Kelelawar juga dapat dijadikan obyek ekowisata seperti yang telah diterapkan di Taman Nasional Gunung Mulu, Malaysia. Di kawasan tersebut, setiap sore menjelang malam, masyarakat selalu melihat 2-3 juta spesies kelelawar yang keluar dari habitatnya dan terbang melintasi langit.
Beberapa kawasan di Indonesia juga berpotensi dijadikan sebagai ekowisata seperti goa di kawasan karst di Jawa, Sumatera, atau Sulawesi dengan populasi kelelawar yang masih amat tinggi. Terdapat pula koloni kalong di daerah Kolaka (Sultra), Seram (Maluku), Parigi Moutong (Sulteng), dan Panjalu Ciamis (Jabar).
Obyek riset
Sigit menegaskan, mengetahui jenis kelelawar dan habitatnya akan sangat membantu dalam proses observasi satwa yang berpotensi menularkan penyakit. Sebab, pada dasarnya kelelawar tidak sakit meski mereka merupakan reservoir dari berbagai jenis patogen karena memiliki sistem imun sangat kuat. Fakta ini dianggap sangat potensial sebagai obyek riset terkait kesehatan.
Berdasarkan basis data keanekaragaman mamalia, saat ini ada 1.439 jenis spesies kelelawar di dunia, terdiri dari 21 famili dan 233 genus. Sementara hasil penelitian LIPI pada 2019 menyebutkan, Indonesia memiliki 17 persen jenis kelelawar di dunia yang terdiri dari 10 famili, 55 genus, dan 239 spesies. Ratusan spesies kelelawar di Indonesia tersebut masih terbuka peluang yang sangat lebar untuk diteliti lebih lanjut.
Menurut Sigit, data menunjukkan pada 1800 hingga 1900-an, terdapat puluhan jenis spesies kelelawar baru yang diidentifikasi di Indonesia. Hal ini disebabkan banyak ekspedisi dilakukan peneliti Eropa maupun Amerika. Namun, setelah 1910 sampai kini, sedikit sekali spesies kelelawar baru yang ditemukan karena kurangnya penelitian.
Mengingat banyaknya jasa kelelawar bagi lingkungan dan potensi yang ada, peneliti Wildlife Conservation Society (WCS) Indonesia Program, Shera Sheherazade, menilai, penting untuk menghentikan kegiatan antropogenik atau aktivitas yang tidak memperhatikan alam.
Shera menambahkan, faktor antropogenik merupakan hal yang sangat krusial dalam meningkatkan risiko munculnya penyakit zoonosis. Oleh karena itu, untuk mengurangi risiko tersebut dan mencegah munculnya penyakit zoonosis yang sama parahnya dengan Covid-19, perlu memahami jalur dan memutus transmisinya seperti perdagangan satwa liar.

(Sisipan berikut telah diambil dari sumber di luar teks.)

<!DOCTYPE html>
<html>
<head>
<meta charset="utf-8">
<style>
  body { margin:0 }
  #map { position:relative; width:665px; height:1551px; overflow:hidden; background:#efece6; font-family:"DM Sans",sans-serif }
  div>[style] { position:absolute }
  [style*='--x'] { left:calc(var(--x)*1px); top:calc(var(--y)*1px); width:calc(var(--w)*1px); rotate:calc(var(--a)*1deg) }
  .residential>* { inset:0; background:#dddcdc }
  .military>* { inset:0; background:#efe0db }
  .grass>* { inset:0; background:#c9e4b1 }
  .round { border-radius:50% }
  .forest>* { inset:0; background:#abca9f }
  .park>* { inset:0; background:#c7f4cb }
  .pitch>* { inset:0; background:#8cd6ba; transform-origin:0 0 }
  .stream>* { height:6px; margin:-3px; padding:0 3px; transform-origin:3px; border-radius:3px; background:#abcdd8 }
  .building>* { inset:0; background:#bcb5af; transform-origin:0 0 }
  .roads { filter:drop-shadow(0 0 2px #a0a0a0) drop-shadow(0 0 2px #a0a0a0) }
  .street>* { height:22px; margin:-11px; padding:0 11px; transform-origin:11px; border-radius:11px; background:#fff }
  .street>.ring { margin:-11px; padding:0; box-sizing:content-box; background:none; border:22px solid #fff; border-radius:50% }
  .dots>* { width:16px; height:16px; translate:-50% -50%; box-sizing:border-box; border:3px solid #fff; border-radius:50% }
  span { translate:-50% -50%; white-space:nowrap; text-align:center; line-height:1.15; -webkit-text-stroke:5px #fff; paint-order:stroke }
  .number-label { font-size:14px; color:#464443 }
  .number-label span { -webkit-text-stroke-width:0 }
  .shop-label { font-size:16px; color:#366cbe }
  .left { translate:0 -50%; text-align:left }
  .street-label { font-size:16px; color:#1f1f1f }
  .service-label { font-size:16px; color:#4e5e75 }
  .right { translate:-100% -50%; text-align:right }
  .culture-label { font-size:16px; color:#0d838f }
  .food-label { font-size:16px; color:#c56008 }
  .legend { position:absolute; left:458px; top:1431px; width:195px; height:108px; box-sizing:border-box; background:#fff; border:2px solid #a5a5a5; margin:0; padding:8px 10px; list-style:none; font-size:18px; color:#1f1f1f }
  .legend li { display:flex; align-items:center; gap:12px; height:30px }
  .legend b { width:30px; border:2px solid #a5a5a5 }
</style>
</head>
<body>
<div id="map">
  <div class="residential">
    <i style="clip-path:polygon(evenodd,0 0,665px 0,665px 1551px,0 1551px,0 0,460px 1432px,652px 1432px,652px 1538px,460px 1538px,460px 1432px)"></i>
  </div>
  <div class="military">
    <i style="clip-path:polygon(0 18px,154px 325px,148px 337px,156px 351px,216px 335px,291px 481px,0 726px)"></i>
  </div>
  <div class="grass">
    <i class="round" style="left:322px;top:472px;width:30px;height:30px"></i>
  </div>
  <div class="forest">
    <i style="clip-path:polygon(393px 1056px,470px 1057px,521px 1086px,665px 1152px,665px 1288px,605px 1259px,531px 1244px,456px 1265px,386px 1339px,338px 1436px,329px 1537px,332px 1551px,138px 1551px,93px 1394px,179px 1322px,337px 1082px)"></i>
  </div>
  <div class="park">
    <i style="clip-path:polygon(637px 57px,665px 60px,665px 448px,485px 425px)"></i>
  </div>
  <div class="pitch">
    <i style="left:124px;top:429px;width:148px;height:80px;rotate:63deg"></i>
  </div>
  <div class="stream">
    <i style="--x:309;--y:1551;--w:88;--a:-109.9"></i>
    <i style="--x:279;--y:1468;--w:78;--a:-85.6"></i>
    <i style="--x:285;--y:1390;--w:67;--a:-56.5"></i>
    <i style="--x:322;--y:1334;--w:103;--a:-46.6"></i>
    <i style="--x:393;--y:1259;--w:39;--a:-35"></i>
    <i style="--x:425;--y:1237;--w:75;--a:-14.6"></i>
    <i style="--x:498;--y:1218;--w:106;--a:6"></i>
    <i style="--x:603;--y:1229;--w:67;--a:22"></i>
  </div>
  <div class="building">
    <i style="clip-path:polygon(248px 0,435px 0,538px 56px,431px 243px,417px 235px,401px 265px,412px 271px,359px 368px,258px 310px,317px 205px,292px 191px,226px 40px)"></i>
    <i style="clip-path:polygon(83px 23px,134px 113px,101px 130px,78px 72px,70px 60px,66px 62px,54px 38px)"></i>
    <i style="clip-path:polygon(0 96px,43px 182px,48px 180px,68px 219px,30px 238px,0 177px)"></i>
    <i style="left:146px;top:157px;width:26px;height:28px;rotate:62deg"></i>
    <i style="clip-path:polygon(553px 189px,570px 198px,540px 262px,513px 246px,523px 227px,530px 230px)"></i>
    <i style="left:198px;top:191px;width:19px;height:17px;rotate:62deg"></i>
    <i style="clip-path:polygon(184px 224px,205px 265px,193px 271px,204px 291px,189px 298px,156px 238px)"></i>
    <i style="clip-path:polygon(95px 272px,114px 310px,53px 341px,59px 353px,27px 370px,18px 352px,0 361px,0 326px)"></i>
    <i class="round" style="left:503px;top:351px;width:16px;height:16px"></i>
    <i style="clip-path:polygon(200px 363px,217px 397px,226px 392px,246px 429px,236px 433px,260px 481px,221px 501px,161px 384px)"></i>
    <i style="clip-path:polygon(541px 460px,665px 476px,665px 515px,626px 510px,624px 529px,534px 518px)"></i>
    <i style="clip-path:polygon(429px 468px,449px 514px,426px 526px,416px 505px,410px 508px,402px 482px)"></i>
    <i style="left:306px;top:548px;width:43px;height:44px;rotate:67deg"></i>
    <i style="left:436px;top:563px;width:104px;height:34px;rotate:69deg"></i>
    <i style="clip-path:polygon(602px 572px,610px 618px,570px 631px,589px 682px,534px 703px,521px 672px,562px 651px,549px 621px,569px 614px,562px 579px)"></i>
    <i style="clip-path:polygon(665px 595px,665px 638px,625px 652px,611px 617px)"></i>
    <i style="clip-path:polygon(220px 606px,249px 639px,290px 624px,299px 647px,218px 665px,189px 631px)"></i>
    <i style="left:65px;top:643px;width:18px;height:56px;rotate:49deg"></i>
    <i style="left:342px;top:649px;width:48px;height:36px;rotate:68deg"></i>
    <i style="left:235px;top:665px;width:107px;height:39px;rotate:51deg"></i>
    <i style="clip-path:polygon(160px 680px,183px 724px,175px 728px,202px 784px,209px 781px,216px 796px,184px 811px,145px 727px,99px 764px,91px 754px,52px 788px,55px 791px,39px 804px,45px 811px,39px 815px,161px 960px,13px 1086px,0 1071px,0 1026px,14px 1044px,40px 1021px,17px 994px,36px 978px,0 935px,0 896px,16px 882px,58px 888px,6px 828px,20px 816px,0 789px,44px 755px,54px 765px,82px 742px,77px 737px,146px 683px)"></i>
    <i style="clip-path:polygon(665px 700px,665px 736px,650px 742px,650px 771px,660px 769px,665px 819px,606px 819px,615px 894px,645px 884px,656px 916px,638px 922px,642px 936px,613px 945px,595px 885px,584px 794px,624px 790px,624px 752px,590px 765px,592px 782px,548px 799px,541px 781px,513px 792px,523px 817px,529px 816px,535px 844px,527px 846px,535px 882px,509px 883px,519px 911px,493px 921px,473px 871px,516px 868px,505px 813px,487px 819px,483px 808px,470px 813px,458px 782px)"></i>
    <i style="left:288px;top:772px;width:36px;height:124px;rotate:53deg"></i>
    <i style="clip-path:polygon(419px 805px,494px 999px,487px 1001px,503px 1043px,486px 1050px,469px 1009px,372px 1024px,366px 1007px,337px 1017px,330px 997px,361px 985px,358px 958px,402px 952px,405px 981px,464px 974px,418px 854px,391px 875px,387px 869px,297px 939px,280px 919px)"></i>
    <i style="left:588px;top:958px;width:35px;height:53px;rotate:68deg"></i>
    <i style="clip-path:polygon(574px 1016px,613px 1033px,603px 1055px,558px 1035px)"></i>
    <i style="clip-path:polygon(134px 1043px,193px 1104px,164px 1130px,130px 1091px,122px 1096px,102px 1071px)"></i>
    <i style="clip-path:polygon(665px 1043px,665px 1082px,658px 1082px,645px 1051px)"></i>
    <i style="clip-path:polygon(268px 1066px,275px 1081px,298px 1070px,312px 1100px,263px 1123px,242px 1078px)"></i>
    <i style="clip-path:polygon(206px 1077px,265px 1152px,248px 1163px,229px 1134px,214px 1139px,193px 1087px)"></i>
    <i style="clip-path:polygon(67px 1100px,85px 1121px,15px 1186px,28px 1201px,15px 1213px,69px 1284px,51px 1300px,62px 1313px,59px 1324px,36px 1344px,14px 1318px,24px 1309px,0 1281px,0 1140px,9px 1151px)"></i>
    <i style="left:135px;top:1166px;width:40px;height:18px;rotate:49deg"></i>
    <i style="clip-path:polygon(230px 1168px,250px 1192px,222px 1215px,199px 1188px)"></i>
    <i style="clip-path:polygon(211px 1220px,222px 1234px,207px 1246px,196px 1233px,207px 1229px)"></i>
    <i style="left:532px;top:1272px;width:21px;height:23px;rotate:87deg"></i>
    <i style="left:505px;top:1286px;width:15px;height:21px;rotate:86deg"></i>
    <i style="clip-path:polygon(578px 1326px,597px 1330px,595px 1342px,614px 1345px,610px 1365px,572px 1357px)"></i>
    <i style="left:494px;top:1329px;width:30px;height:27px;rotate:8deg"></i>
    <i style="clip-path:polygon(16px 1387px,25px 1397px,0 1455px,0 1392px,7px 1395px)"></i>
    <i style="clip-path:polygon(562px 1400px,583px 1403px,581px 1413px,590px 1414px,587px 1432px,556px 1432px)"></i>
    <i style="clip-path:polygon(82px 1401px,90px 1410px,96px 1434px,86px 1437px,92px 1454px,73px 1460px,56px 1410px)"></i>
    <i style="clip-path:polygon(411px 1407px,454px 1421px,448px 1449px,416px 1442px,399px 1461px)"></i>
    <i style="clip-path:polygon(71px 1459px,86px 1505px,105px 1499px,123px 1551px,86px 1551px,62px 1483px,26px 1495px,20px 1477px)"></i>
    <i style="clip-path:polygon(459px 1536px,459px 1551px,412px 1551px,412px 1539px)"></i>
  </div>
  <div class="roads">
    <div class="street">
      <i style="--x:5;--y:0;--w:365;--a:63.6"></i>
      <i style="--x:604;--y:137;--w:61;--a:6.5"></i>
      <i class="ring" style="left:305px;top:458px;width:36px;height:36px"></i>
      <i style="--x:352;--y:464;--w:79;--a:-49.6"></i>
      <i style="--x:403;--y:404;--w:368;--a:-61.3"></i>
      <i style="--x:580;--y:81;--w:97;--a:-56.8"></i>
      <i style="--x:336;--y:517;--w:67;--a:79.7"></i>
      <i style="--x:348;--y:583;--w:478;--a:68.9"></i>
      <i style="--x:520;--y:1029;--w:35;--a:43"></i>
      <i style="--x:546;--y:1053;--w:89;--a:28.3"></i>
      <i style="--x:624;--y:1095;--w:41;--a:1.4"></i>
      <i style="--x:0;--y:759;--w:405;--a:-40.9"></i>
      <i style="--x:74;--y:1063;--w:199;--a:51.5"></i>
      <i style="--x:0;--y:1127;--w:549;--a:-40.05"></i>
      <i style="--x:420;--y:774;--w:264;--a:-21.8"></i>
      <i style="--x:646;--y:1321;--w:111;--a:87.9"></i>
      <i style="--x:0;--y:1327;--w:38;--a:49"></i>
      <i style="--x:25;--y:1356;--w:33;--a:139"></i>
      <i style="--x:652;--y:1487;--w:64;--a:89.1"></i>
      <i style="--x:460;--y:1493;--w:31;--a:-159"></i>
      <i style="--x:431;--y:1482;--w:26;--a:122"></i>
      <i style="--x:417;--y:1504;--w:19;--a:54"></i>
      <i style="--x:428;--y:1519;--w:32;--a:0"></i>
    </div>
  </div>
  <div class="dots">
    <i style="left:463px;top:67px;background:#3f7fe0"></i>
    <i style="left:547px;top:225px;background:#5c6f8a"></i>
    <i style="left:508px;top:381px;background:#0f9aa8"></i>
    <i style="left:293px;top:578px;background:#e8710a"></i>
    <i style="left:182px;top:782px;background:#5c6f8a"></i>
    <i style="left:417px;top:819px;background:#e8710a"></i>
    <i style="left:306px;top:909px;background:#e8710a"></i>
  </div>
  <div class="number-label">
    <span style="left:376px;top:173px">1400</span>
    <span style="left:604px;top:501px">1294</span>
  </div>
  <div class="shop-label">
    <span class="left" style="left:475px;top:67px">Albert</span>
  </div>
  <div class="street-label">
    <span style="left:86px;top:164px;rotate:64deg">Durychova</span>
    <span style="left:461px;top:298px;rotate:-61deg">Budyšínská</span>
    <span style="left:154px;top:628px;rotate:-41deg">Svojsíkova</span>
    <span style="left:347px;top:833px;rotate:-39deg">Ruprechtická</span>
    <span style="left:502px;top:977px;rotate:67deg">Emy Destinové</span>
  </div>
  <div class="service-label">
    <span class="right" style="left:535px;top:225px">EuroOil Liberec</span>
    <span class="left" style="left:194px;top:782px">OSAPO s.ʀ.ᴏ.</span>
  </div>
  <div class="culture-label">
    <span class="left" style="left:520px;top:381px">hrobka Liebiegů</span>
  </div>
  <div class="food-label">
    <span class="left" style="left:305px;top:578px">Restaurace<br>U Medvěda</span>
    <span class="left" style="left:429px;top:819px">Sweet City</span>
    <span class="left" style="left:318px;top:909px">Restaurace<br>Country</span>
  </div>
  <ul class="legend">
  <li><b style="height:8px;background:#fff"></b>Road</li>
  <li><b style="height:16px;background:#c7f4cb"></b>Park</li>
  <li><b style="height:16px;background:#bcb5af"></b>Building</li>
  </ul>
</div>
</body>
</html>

”Solusi lainnya dapat dengan mengurangi laju deforestasi, menghentikan perdagangan komersial terutama untuk keperluan konsumsi di tingkat urban, hingga melakukan disease surveillance (pengawasan penyakit). Jadi, kita membutuhkan tranformasi dalam memperlakukan alam dari eksploitatif menjadi berkelanjutan,” ucapnya.